The same goes for all the other languages. (Well, except for Scheme,
which really actually lets you define arbitrary syntactic forms, but
we all know that Lisp is inherently superior to everything else, so I
will just pretend you didn't mention it.)
Clearly, when it comes to blocks, Ruby's syntax is far more general
than that of other mortal (i.e., non-Lisp) languages.
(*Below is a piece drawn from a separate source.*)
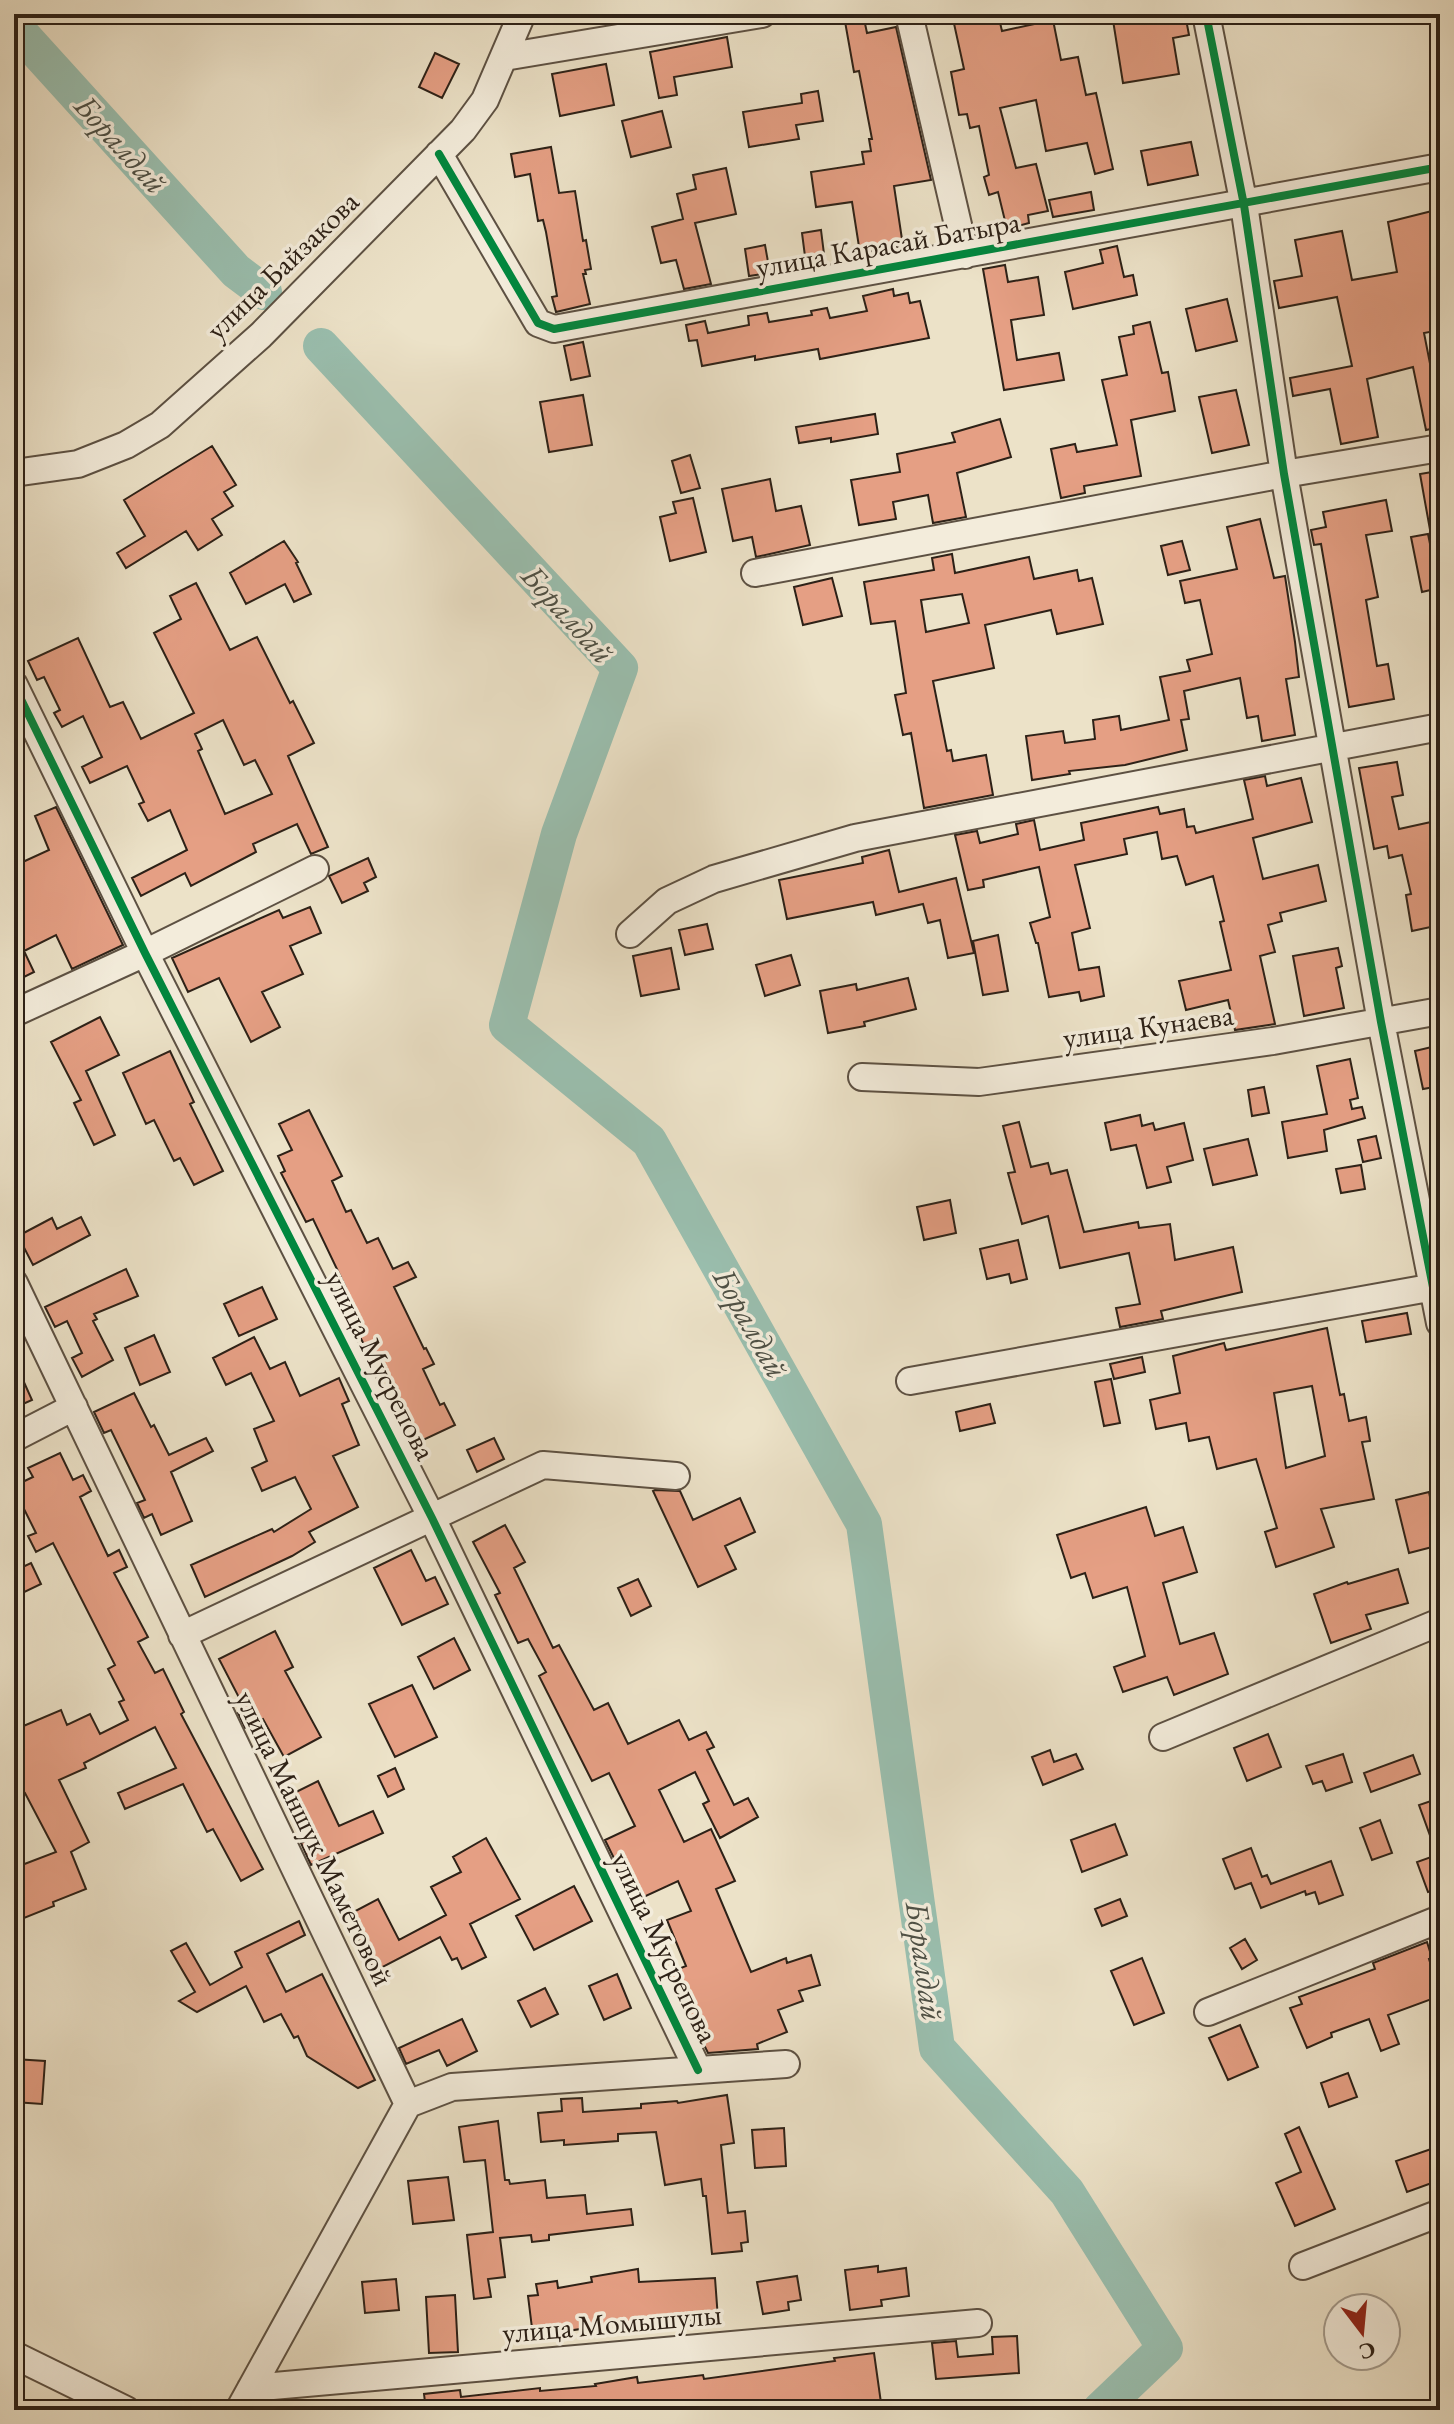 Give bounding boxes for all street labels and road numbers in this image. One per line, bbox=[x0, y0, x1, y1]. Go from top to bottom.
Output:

While a JavaScript programmer would go like this,
array.sort(function (a, b) { ... })
a Ruby programmer could go like this ---
array.sort &lambda { |a, b| ... }
that would be the literal translation. But Ruby takes another step;
it lets you give code blocks directly to _any_ method,
array.sort { |a, b| ... }
not just `lambda'. This is _better_ than most languages can do.
Semantically,
array.sort {|a,b| .. }
is the same as Javascript's
array.sort(function(a,b) { ... })
so you're still just playing semantic games with Ruby's unusual use of the word "block" to claim some fundamental advantage for Ruby. Basically the difference just comes down to the fact that you don't have to use the "function" keyword in Ruby. The real difference, and the one that I'm questioning the usefulness of, is the fact that Ruby provides several different ways to do the same thing:
def func1
yield
end
def func2(&block)
block.call
end
def func3(block)
block.call
end
blockvar = lambda { ... }
func1 { ... }
func1 &blockvar
func2 { ... }
func2 &blockvar
func3(lambda { ... })
func3 blockvar
I wouldn't see anything wrong with having all these different ways of passing closures if I could see some different functionality being offered by the different methods. As it is, I'm a little baffled as to why they all couldn't be unified down to
def func(block)
block.call
end
func { ... }
And for a function that takes two blocks:
def func(block1, block2)
block1.call
block2.call
end
func { ... }, { ... }
Etc. Is it really just a matter of backward compatibility at this point? (By "just", I don't mean to suggest this is an insignificant concern.) Is it that people like not having to type in the extra parameter when they're defining a function? Is it that "yield" inherently allows for faster execution in the common 1 block case? Is there some other advantage to "yield" that I'm missing?